(Extracted entries)
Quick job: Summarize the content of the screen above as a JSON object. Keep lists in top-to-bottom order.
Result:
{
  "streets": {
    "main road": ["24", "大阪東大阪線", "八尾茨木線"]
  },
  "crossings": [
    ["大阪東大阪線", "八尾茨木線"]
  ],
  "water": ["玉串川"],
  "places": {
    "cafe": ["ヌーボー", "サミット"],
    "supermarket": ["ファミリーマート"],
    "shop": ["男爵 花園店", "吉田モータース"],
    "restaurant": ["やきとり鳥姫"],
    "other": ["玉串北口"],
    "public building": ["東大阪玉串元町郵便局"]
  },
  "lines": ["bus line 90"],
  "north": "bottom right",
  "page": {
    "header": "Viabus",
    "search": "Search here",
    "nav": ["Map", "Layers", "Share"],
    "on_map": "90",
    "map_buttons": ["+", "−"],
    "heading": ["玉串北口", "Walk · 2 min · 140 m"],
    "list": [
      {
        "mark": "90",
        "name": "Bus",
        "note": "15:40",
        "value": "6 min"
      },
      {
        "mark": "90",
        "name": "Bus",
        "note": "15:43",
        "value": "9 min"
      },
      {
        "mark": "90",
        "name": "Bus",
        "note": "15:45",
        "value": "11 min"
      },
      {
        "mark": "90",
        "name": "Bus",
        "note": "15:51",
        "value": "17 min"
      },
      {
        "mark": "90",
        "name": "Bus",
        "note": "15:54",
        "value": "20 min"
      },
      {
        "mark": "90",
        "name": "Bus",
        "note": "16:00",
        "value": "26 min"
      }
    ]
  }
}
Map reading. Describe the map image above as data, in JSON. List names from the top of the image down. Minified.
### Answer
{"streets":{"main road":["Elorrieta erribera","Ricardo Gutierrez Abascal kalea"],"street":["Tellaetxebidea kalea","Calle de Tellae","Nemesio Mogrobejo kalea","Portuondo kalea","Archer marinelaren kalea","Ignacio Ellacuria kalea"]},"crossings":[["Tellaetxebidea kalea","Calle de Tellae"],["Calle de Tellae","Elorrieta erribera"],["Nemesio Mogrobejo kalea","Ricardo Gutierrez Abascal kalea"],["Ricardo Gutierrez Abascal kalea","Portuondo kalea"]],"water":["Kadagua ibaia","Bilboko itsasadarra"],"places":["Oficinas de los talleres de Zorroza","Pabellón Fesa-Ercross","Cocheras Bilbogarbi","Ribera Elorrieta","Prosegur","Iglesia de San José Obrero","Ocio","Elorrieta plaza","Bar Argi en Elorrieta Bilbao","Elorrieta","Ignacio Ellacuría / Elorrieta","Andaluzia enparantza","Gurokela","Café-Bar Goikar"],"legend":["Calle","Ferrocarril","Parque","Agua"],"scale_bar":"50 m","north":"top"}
(End Extracted entries)
#### Exercise instructions:
Every line holding the word "八尾茨木線" should be copied out of the records above.

#### Answer to this task:
    "main road": ["24", "大阪東大阪線", "八尾茨木線"]
    ["大阪東大阪線", "八尾茨木線"]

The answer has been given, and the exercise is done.